En l’espèce, la créance principale de Monsieur [V] [G] est justifiée en son principe et son montant en vertu du contrat de bail.
Le bailleur fait état d’un solde débiteur de 6.740 euros au 17 décembre 2025, échéance du mois de décembre 2025 incluse.
Il convient de déduire de ce montant la somme 4.477,33 euros correspondant à l’effacement de dette dont a bénéficié le locataire le 25 septembre 2025, celui-ci n’étant tenu qu’au paiement de la dette de loyer née postérieurement au 10 juillet 2025.
Lors de l’audience, Monsieur [Y] [E] n’a pas contesté le montant sollicité ou faire état de versements qui n’auraient pas été pris en considération.
Il ressort du diagnostic social et financier que Monsieur [Y] [E] est actuellement sans activité professionnelle depuis 2022 et que celui-ci fait état de difficultés financières notamment en raison de la perte de son permis de conduire et de difficultés de santé. Il est mentionné qu’il perçoit actuellement le RSA et est toujours en recherche d’activité professionnelle.
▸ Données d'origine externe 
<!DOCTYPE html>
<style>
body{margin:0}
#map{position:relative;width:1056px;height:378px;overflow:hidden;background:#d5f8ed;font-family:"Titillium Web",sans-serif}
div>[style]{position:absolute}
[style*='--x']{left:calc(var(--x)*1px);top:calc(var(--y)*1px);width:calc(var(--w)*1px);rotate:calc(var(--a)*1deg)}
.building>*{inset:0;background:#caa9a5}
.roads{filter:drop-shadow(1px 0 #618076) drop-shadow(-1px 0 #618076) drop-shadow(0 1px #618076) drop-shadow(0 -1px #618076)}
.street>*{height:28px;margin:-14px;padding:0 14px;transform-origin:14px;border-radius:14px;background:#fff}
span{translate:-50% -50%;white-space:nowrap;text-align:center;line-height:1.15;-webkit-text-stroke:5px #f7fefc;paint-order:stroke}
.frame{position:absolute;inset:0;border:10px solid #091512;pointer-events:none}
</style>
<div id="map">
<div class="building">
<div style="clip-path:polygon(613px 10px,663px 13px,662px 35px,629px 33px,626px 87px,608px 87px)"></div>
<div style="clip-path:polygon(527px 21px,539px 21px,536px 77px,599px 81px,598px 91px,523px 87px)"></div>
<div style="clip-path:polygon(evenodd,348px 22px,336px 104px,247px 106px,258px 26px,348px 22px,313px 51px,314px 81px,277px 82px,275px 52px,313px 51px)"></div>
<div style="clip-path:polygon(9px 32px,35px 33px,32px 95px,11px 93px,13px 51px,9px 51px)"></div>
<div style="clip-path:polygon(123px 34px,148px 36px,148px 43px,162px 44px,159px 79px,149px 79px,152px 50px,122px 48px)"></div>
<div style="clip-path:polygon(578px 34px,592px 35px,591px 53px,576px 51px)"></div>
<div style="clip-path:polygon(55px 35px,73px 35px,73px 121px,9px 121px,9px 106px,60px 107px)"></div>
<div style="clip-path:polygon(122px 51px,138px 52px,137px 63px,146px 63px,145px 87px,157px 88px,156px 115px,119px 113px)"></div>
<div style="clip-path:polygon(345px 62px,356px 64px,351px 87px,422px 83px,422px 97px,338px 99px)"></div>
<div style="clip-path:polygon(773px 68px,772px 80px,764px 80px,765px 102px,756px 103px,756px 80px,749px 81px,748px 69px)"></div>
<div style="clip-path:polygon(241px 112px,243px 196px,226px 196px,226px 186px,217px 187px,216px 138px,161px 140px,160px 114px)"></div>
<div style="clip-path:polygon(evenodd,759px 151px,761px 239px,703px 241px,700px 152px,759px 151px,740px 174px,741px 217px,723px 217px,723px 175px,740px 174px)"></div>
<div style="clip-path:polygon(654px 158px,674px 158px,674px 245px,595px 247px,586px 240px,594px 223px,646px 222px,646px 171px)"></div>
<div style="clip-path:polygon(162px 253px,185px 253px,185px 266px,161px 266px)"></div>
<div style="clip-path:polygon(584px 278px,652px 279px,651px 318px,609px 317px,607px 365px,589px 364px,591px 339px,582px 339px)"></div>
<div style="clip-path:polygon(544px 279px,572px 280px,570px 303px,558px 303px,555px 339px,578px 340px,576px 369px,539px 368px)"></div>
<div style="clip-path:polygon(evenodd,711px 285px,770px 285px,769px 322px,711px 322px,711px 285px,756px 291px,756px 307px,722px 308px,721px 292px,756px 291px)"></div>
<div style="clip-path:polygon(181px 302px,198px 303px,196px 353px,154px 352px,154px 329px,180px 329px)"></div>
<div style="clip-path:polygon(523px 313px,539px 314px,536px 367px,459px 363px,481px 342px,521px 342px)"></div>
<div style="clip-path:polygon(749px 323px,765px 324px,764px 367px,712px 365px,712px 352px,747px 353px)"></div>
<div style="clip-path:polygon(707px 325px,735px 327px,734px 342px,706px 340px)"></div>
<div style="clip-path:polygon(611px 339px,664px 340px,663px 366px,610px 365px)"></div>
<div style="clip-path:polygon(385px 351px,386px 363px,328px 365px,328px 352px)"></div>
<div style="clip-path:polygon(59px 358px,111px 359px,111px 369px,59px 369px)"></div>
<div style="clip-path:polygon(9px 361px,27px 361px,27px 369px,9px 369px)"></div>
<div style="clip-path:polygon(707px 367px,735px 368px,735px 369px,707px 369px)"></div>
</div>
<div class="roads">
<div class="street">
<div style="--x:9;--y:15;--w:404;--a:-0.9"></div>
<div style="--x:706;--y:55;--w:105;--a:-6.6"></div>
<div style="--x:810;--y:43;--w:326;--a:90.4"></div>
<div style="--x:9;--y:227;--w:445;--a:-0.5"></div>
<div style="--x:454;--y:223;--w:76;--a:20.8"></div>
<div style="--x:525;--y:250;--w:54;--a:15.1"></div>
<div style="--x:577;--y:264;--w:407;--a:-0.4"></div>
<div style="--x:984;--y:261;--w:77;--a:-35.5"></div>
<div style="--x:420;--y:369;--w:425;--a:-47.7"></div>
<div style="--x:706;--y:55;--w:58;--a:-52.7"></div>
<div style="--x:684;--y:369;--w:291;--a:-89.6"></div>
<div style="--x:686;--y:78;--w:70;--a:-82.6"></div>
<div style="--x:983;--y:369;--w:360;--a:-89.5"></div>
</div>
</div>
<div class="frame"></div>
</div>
En conséquence, Monsieur [Y] [E] sera condamné à payer à Monsieur [V] [G] la somme de 2262,67 euros au titre des loyers, charges et indemnités d’occupation échus et impayés au 17 décembre 2025, échéance du mois décembre 2025 incluse, outre les intérêts au taux légal à compter de la présente décision.
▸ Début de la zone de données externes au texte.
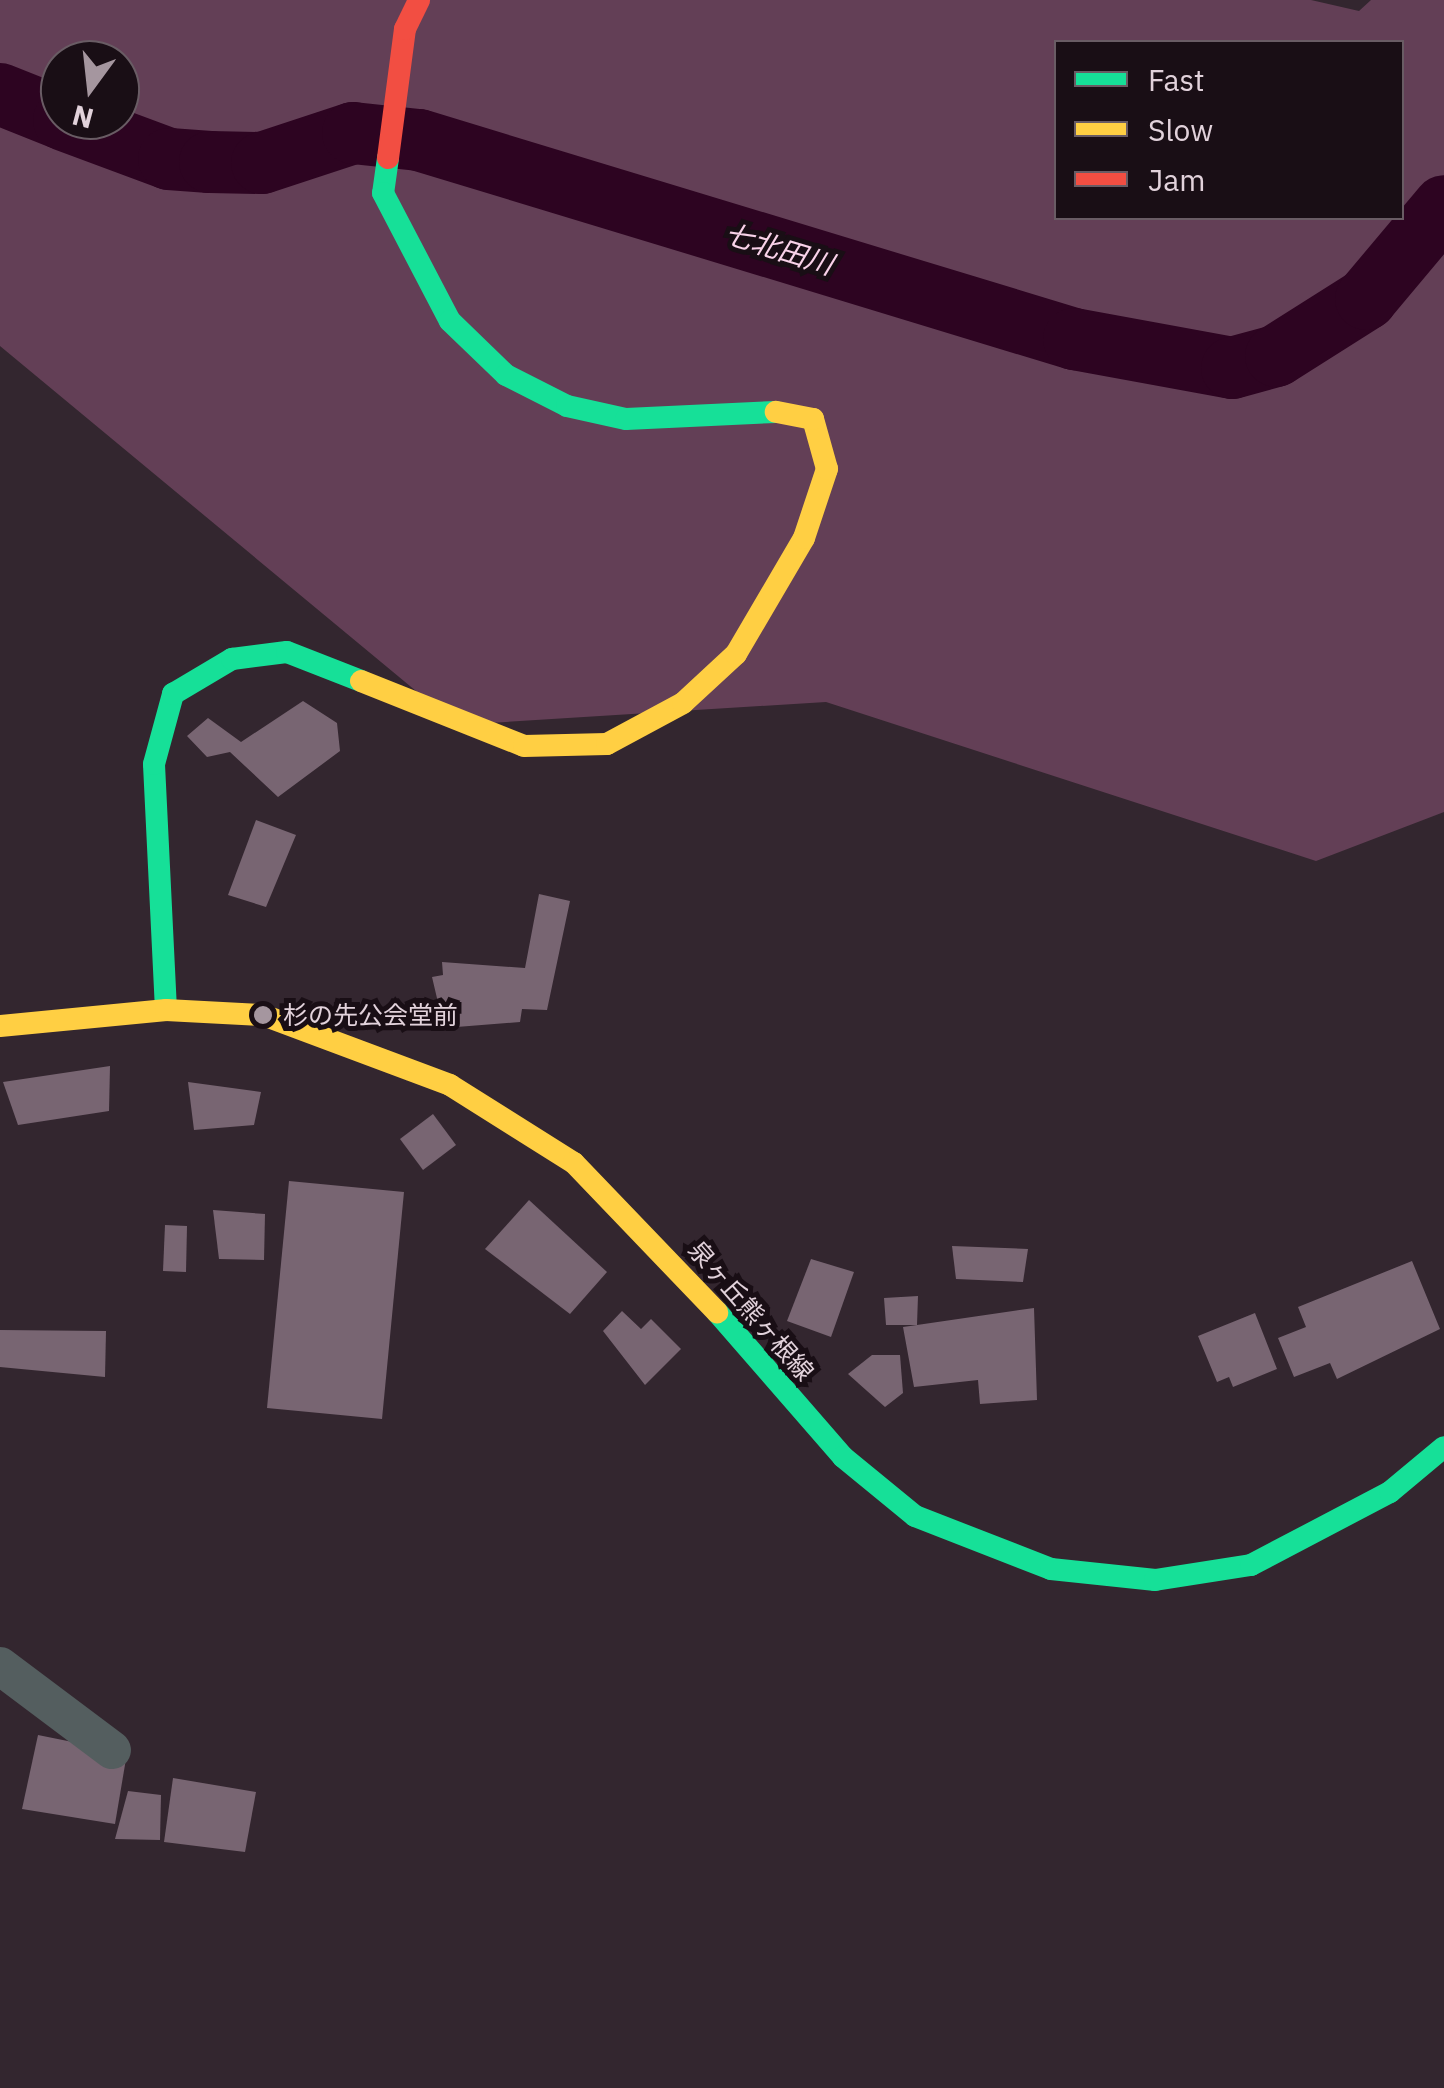 <!DOCTYPE html>
<meta charset="utf-8">
<style>
body{margin:0}
#map{position:relative;width:1444px;height:2088px;overflow:hidden;background:#33262f;font-family:"IBM Plex Sans","Noto Sans JP",sans-serif}
div>[style]{position:absolute}
[style*='--x']{left:calc(var(--x)*1px);top:calc(var(--y)*1px);width:calc(var(--w)*1px);rotate:calc(var(--a)*1deg)}
.green>*{inset:0;background:#633f56}
.river>*{height:62px;margin:-31px;padding:0 31px;transform-origin:31px;border-radius:31px;background:#2d0421}
.building>*{inset:0;background:#786572}
.street>*{height:38px;margin:-19px;padding:0 19px;transform-origin:19px;border-radius:19px;background:#545e5f}
.fast>*{height:22px;margin:-11px;padding:0 11px;transform-origin:11px;border-radius:11px;background:#16e098}
.slow>*{height:22px;margin:-11px;padding:0 11px;transform-origin:11px;border-radius:11px;background:#ffcf43}
.jam>*{height:22px;margin:-11px;padding:0 11px;transform-origin:11px;border-radius:11px;background:#f24e42}
.dots>*{width:28px;height:28px;translate:-50% -50%;box-sizing:border-box;border:5px solid #190e15;border-radius:50%}
span{translate:-50% -50%;white-space:nowrap;text-align:center;line-height:1.15;-webkit-text-stroke:10px #190e15;paint-order:stroke}
.poi-label{font-size:25px;color:#e2d2db}
.left{translate:0 -50%;text-align:left}
.street-label{font-size:25px;color:#e2d2db}
.water-label{font-size:28px;color:#f9d2e9;font-style:italic}
.legend{position:absolute;left:1054px;top:40px;width:350px;height:180px;box-sizing:border-box;background:#190e15;border:2px solid #695c64;margin:0;padding:12px 18px;list-style:none;font-size:30px;color:#e2d2db}
.legend li{display:flex;align-items:center;gap:20px;height:50px}
.legend b{width:50px;border:2px solid #695c64}
.north{position:absolute;left:40px;top:40px;width:100px;height:100px;box-sizing:border-box;background:#190e15;border:2px solid #695c64;border-radius:50%;rotate:195deg;font-size:28px;font-weight:700;line-height:40px;text-align:center;color:#e2d2db}
.north::after{content:'';display:block;margin:auto;width:35px;height:45px;background:#a5969f;clip-path:polygon(50% 0,100% 100%,50% 72%,0 100%)}
</style>
<div id="map">
<div class="green">
<i style="clip-path:polygon(evenodd,0 0,1311px 0,1359px 11px,1371px 0,1444px 0,1444px 812px,1316px 861px,826px 702px,457px 725px,0 346px,0 0,1056px 42px,1402px 42px,1402px 218px,1056px 218px,1056px 42px,0 0,60px 60px,120px 60px,120px 120px,60px 120px,60px 60px)"></i>
</div>
<div class="river">
<i style="--x:0;--y:94;--w:65;--a:21.8"></i>
<i style="--x:64;--y:120;--w:112;--a:20.4"></i>
<i style="--x:169;--y:159;--w:41;--a:4.2"></i>
<i style="--x:210;--y:162;--w:52;--a:1.1"></i>
<i style="--x:262;--y:163;--w:96;--a:-18.2"></i>
<i style="--x:353;--y:133;--w:66;--a:6.1"></i>
<i style="--x:419;--y:140;--w:685;--a:16.9"></i>
<i style="--x:1074;--y:339;--w:161;--a:10.4"></i>
<i style="--x:1232;--y:368;--w:46;--a:-15.3"></i>
<i style="--x:1276;--y:356;--w:107;--a:-32.3"></i>
<i style="--x:1366;--y:299;--w:121;--a:-50"></i>
</div>
<div class="building">
<i style="clip-path:polygon(303px 701px,337px 723px,340px 751px,278px 797px,230px 752px,207px 757px,187px 736px,208px 718px,241px 742px)"></i>
<i style="clip-path:polygon(256px 820px,296px 835px,266px 907px,228px 895px)"></i>
<i style="clip-path:polygon(539px 894px,570px 901px,547px 1010px,522px 1009px,520px 1022px,444px 1028px,432px 977px,443px 975px,442px 962px,525px 968px)"></i>
<i style="clip-path:polygon(110px 1066px,109px 1111px,18px 1125px,3px 1082px)"></i>
<i style="clip-path:polygon(188px 1082px,261px 1092px,254px 1125px,194px 1130px)"></i>
<i style="clip-path:polygon(433px 1114px,456px 1145px,423px 1170px,400px 1139px)"></i>
<i style="clip-path:polygon(289px 1181px,404px 1192px,382px 1419px,267px 1408px)"></i>
<i style="clip-path:polygon(529px 1200px,607px 1272px,570px 1314px,485px 1249px)"></i>
<i style="clip-path:polygon(213px 1210px,265px 1214px,264px 1260px,219px 1259px)"></i>
<i style="clip-path:polygon(165px 1225px,187px 1226px,186px 1272px,163px 1271px)"></i>
<i style="clip-path:polygon(952px 1246px,1028px 1249px,1023px 1282px,956px 1279px)"></i>
<i style="clip-path:polygon(811px 1259px,854px 1272px,831px 1337px,787px 1321px)"></i>
<i style="clip-path:polygon(1412px 1261px,1440px 1329px,1337px 1379px,1330px 1363px,1294px 1377px,1278px 1338px,1306px 1327px,1298px 1307px)"></i>
<i style="clip-path:polygon(918px 1296px,917px 1325px,1034px 1308px,1037px 1400px,980px 1404px,978px 1380px,914px 1387px,903px 1327px,917px 1325px,886px 1325px,884px 1298px)"></i>
<i style="clip-path:polygon(622px 1311px,641px 1329px,651px 1319px,681px 1349px,645px 1385px,603px 1331px)"></i>
<i style="clip-path:polygon(1255px 1313px,1277px 1369px,1233px 1387px,1229px 1377px,1217px 1382px,1198px 1336px)"></i>
<i style="clip-path:polygon(0 1330px,106px 1331px,105px 1377px,0 1367px)"></i>
<i style="clip-path:polygon(872px 1355px,900px 1355px,903px 1393px,885px 1407px,848px 1374px)"></i>
<i style="clip-path:polygon(38px 1735px,127px 1753px,115px 1824px,22px 1809px)"></i>
<i style="clip-path:polygon(173px 1778px,256px 1792px,245px 1852px,164px 1842px)"></i>
<i style="clip-path:polygon(128px 1791px,161px 1795px,160px 1840px,115px 1839px)"></i>
</div>
<div class="street">
<i style="--x:0;--y:1666;--w:140;--a:36.9"></i>
</div>
<div class="fast">
<i style="--x:388;--y:158;--w:35;--a:98"></i>
<i style="--x:383;--y:193;--w:144;--a:62.4"></i>
<i style="--x:450;--y:321;--w:78;--a:44"></i>
<i style="--x:506;--y:375;--w:68;--a:26.9"></i>
<i style="--x:567;--y:406;--w:60;--a:12.4"></i>
<i style="--x:626;--y:419;--w:150;--a:-2.7"></i>
<i style="--x:166;--y:1010;--w:246;--a:-92.8"></i>
<i style="--x:154;--y:764;--w:73;--a:-74.8"></i>
<i style="--x:173;--y:694;--w:69;--a:-30.7"></i>
<i style="--x:232;--y:659;--w:55;--a:-7.3"></i>
<i style="--x:287;--y:652;--w:79;--a:21.4"></i>
<i style="--x:717;--y:1312;--w:192;--a:49"></i>
<i style="--x:843;--y:1457;--w:93;--a:39.3"></i>
<i style="--x:915;--y:1516;--w:146;--a:21.3"></i>
<i style="--x:1051;--y:1569;--w:105;--a:6"></i>
<i style="--x:1155;--y:1580;--w:97;--a:-8.9"></i>
<i style="--x:1251;--y:1565;--w:157;--a:-27.7"></i>
<i style="--x:1390;--y:1492;--w:70;--a:-39.8"></i>
</div>
<div class="slow">
<i style="--x:361;--y:681;--w:175;--a:21.7"></i>
<i style="--x:524;--y:746;--w:83;--a:-1.4"></i>
<i style="--x:607;--y:744;--w:86;--a:-28.3"></i>
<i style="--x:683;--y:703;--w:72;--a:-42.8"></i>
<i style="--x:736;--y:654;--w:134;--a:-59.6"></i>
<i style="--x:804;--y:538;--w:73;--a:-71.6"></i>
<i style="--x:827;--y:469;--w:52;--a:-105.6"></i>
<i style="--x:813;--y:419;--w:38;--a:-169"></i>
<i style="--x:0;--y:1026;--w:167;--a:-5.5"></i>
<i style="--x:166;--y:1010;--w:97;--a:3"></i>
<i style="--x:263;--y:1015;--w:200;--a:20.5"></i>
<i style="--x:450;--y:1085;--w:146;--a:32.2"></i>
<i style="--x:574;--y:1163;--w:207;--a:46.2"></i>
</div>
<div class="jam">
<i style="--x:388;--y:158;--w:130;--a:-82.5"></i>
<i style="--x:405;--y:29;--w:32;--a:-64"></i>
</div>
<div class="dots">
<i style="left:263px;top:1015px;background:#a5969f"></i>
</div>
<div class="poi-label">
<span class="left" style="left:283px;top:1015px">杉の先公会堂前</span>
</div>
<div class="street-label">
<span style="left:751px;top:1311px;rotate:49deg">泉ヶ丘熊ヶ根線</span>
</div>
<div class="water-label">
<span style="left:779px;top:249px;rotate:17deg">七北田川</span>
</div>
<ul class="legend">
<li><b style="height:12px;background:#16e098"></b>Fast</li>
<li><b style="height:12px;background:#ffcf43"></b>Slow</li>
<li><b style="height:12px;background:#f24e42"></b>Jam</li>
</ul>
<div class="north">N</div>
</div>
Monsieur [Y] [E] sera en outre tenu au paiement d’une indemnité d’occupation mensuelle d’un montant de 717,35 euros, due à compter du mois de janvier 2026 et jusqu’à libération effective des lieux.
Sur les mesures accessoires
Conformément aux dispositions de l’article 696 du code de procédure civile, Monsieur [Y] [E], qui succombe, sera condamné aux dépens qui comprendront notamment le coût du commandement visant la clause résolutoire et celui de l’assignation.
Par ailleurs, Monsieur [Y] [E] sera condamné à payer à Monsieur [V] [G], qui a dû recourir à la justice pour faire valoir ses droits, une somme de 200 euros au titre des dispositions de l’article 700 du code de procédure civile.
PAR CES MOTIFS
La Juge des Contentieux de la Protection, statuant après débats en audience publique par jugement contradictoire rendu en premier ressort par mise à disposition au greffe,
DÉCLARE recevable l’action aux fins de résiliation de bail engagée par Monsieur [V] [G] à l’encontre de Monsieur [Y] [E],
CONSTATE, par l’effet de la clause résolutoire fondée sur le défaut de paiement des loyers, la résiliation, à la date du 10 juillet 2025, du bail portant sur les lieux loués sis [Adresse 2] à [Localité 5],
DIT que Monsieur [Y] [E] devra quitter les lieux et les rendre libre de toute occupation, en satisfaisant aux obligations des locataires sortants, notamment par la remise des clefs,
ORDONNE, à défaut, l’expulsion de Monsieur [Y] [E] ainsi que celle de tous occupants de son chef et ce, au besoin avec le concours de la force publique et d’un serrurier, à l’expiration d’un délai de deux mois suivant la signification d’un commandement d’avoir à libérer les lieux,
DIT que le sorte des meubles sera réglé conformément aux dispositions des articles L 433-1 et L 433-2 du Code des procédures civiles d’exécution,
CONDAMNE Monsieur [Y] [E] à payer à Monsieur [V] [G] la somme de 2.262,67 euros au titre des loyers, charges et indemnités d’occupation échus et impayés au 17 décembre 2025, échéance du mois de décembre 2025 incluse, outre les intérêts au taux légal à compter de la présente décision,
CONDAMNE Monsieur [Y] [E] à payer à Monsieur [V] [G] une indemnité d’occupation d’un montant de 717,35 euros par mois, et ce à compter de l’échéance du mois de janvier 2026 et jusqu’à la libération effective des lieux,
CONDAMNE Monsieur [Y] [E] à payer à Monsieur [V] [G] la somme de 200 euros au titre des dispositions de l’article 700 du Code de Procédure Civile,
CONDAMNE Monsieur [Y] [E] aux dépens en ce compris le coût du commandement visant la clause résolutoire,
RAPPELLE que l’exécution provisoire de la présente décision est de droit.
DIT qu’une copie de ce jugement sera communiquée au représentant de l’Etat dans le département.